[Records drawn from a dataset]
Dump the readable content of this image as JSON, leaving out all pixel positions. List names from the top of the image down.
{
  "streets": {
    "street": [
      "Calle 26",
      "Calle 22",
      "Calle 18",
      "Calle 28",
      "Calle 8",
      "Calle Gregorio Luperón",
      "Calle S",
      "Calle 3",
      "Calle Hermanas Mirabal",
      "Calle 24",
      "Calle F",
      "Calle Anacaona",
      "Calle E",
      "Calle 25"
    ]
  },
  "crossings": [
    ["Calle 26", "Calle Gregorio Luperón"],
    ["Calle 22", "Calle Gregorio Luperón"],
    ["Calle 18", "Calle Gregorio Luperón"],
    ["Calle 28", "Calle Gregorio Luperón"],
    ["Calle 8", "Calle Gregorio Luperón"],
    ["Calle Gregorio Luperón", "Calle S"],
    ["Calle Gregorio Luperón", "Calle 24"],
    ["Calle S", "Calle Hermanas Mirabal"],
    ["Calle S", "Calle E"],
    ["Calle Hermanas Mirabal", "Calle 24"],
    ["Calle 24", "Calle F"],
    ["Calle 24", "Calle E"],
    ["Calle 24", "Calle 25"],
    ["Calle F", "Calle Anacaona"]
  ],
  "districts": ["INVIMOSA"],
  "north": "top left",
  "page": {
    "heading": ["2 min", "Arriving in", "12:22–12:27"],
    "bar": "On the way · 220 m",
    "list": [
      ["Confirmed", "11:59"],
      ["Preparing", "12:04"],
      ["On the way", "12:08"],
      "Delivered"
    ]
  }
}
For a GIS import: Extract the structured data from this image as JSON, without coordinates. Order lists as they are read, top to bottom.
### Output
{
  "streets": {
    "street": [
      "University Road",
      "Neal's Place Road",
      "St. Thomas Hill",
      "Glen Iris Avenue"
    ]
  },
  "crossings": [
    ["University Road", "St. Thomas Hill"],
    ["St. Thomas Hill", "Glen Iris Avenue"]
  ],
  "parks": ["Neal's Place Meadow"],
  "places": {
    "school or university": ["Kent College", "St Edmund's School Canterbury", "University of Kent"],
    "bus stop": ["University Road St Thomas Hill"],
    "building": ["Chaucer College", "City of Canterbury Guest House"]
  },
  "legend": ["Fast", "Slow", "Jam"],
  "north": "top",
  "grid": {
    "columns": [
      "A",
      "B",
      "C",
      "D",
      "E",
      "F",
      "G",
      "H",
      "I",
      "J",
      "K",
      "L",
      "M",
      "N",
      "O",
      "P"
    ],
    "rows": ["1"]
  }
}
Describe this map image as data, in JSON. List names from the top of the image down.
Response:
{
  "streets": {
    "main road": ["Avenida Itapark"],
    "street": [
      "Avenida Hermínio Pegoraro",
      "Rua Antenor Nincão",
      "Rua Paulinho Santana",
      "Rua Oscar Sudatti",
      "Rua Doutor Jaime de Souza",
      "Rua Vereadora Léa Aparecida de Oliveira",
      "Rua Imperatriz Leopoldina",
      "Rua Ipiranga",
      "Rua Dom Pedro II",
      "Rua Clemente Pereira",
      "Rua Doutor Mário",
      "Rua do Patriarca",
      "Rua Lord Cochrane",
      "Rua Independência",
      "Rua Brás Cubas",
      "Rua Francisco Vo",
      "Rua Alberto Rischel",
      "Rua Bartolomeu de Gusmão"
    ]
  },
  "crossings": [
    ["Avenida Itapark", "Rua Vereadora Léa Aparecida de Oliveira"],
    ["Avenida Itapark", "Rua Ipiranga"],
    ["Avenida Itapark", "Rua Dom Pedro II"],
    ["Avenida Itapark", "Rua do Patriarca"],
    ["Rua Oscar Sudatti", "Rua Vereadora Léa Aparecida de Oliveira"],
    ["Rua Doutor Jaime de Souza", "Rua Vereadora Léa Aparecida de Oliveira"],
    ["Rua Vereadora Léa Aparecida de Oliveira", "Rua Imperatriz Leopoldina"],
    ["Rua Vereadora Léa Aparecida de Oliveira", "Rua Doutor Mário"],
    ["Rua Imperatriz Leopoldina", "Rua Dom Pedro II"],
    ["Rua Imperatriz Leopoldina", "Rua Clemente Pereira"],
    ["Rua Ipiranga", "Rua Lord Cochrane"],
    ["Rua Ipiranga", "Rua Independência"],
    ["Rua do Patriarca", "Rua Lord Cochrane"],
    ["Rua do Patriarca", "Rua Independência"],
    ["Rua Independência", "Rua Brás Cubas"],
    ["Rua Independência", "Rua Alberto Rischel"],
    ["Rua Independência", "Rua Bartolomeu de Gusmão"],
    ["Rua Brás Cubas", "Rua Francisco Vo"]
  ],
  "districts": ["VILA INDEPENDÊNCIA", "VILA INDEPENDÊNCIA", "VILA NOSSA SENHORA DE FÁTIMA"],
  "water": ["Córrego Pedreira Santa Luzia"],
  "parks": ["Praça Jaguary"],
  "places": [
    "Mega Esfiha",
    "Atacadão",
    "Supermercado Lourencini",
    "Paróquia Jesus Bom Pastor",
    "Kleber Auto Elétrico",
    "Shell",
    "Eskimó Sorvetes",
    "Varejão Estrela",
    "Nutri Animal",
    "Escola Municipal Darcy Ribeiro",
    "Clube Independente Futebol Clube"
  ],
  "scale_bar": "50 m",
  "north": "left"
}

#### [What to work on]
Restate every entry above exactly as it stands.

#### [Solution to this exercise]
Dump the readable content of this image as JSON, leaving out all pixel positions. List names from the top of the image down.
{
  "streets": {
    "street": [
      "Calle 26",
      "Calle 22",
      "Calle 18",
      "Calle 28",
      "Calle 8",
      "Calle Gregorio Luperón",
      "Calle S",
      "Calle 3",
      "Calle Hermanas Mirabal",
      "Calle 24",
      "Calle F",
      "Calle Anacaona",
      "Calle E",
      "Calle 25"
    ]
  },
  "crossings": [
    ["Calle 26", "Calle Gregorio Luperón"],
    ["Calle 22", "Calle Gregorio Luperón"],
    ["Calle 18", "Calle Gregorio Luperón"],
    ["Calle 28", "Calle Gregorio Luperón"],
    ["Calle 8", "Calle Gregorio Luperón"],
    ["Calle Gregorio Luperón", "Calle S"],
    ["Calle Gregorio Luperón", "Calle 24"],
    ["Calle S", "Calle Hermanas Mirabal"],
    ["Calle S", "Calle E"],
    ["Calle Hermanas Mirabal", "Calle 24"],
    ["Calle 24", "Calle F"],
    ["Calle 24", "Calle E"],
    ["Calle 24", "Calle 25"],
    ["Calle F", "Calle Anacaona"]
  ],
  "districts": ["INVIMOSA"],
  "north": "top left",
  "page": {
    "heading": ["2 min", "Arriving in", "12:22–12:27"],
    "bar": "On the way · 220 m",
    "list": [
      ["Confirmed", "11:59"],
      ["Preparing", "12:04"],
      ["On the way", "12:08"],
      "Delivered"
    ]
  }
}
For a GIS import: Extract the structured data from this image as JSON, without coordinates. Order lists as they are read, top to bottom.
### Output
{
  "streets": {
    "street": [
      "University Road",
      "Neal's Place Road",
      "St. Thomas Hill",
      "Glen Iris Avenue"
    ]
  },
  "crossings": [
    ["University Road", "St. Thomas Hill"],
    ["St. Thomas Hill", "Glen Iris Avenue"]
  ],
  "parks": ["Neal's Place Meadow"],
  "places": {
    "school or university": ["Kent College", "St Edmund's School Canterbury", "University of Kent"],
    "bus stop": ["University Road St Thomas Hill"],
    "building": ["Chaucer College", "City of Canterbury Guest House"]
  },
  "legend": ["Fast", "Slow", "Jam"],
  "north": "top",
  "grid": {
    "columns": [
      "A",
      "B",
      "C",
      "D",
      "E",
      "F",
      "G",
      "H",
      "I",
      "J",
      "K",
      "L",
      "M",
      "N",
      "O",
      "P"
    ],
    "rows": ["1"]
  }
}
Describe this map image as data, in JSON. List names from the top of the image down.
Response:
{
  "streets": {
    "main road": ["Avenida Itapark"],
    "street": [
      "Avenida Hermínio Pegoraro",
      "Rua Antenor Nincão",
      "Rua Paulinho Santana",
      "Rua Oscar Sudatti",
      "Rua Doutor Jaime de Souza",
      "Rua Vereadora Léa Aparecida de Oliveira",
      "Rua Imperatriz Leopoldina",
      "Rua Ipiranga",
      "Rua Dom Pedro II",
      "Rua Clemente Pereira",
      "Rua Doutor Mário",
      "Rua do Patriarca",
      "Rua Lord Cochrane",
      "Rua Independência",
      "Rua Brás Cubas",
      "Rua Francisco Vo",
      "Rua Alberto Rischel",
      "Rua Bartolomeu de Gusmão"
    ]
  },
  "crossings": [
    ["Avenida Itapark", "Rua Vereadora Léa Aparecida de Oliveira"],
    ["Avenida Itapark", "Rua Ipiranga"],
    ["Avenida Itapark", "Rua Dom Pedro II"],
    ["Avenida Itapark", "Rua do Patriarca"],
    ["Rua Oscar Sudatti", "Rua Vereadora Léa Aparecida de Oliveira"],
    ["Rua Doutor Jaime de Souza", "Rua Vereadora Léa Aparecida de Oliveira"],
    ["Rua Vereadora Léa Aparecida de Oliveira", "Rua Imperatriz Leopoldina"],
    ["Rua Vereadora Léa Aparecida de Oliveira", "Rua Doutor Mário"],
    ["Rua Imperatriz Leopoldina", "Rua Dom Pedro II"],
    ["Rua Imperatriz Leopoldina", "Rua Clemente Pereira"],
    ["Rua Ipiranga", "Rua Lord Cochrane"],
    ["Rua Ipiranga", "Rua Independência"],
    ["Rua do Patriarca", "Rua Lord Cochrane"],
    ["Rua do Patriarca", "Rua Independência"],
    ["Rua Independência", "Rua Brás Cubas"],
    ["Rua Independência", "Rua Alberto Rischel"],
    ["Rua Independência", "Rua Bartolomeu de Gusmão"],
    ["Rua Brás Cubas", "Rua Francisco Vo"]
  ],
  "districts": ["VILA INDEPENDÊNCIA", "VILA INDEPENDÊNCIA", "VILA NOSSA SENHORA DE FÁTIMA"],
  "water": ["Córrego Pedreira Santa Luzia"],
  "parks": ["Praça Jaguary"],
  "places": [
    "Mega Esfiha",
    "Atacadão",
    "Supermercado Lourencini",
    "Paróquia Jesus Bom Pastor",
    "Kleber Auto Elétrico",
    "Shell",
    "Eskimó Sorvetes",
    "Varejão Estrela",
    "Nutri Animal",
    "Escola Municipal Darcy Ribeiro",
    "Clube Independente Futebol Clube"
  ],
  "scale_bar": "50 m",
  "north": "left"
}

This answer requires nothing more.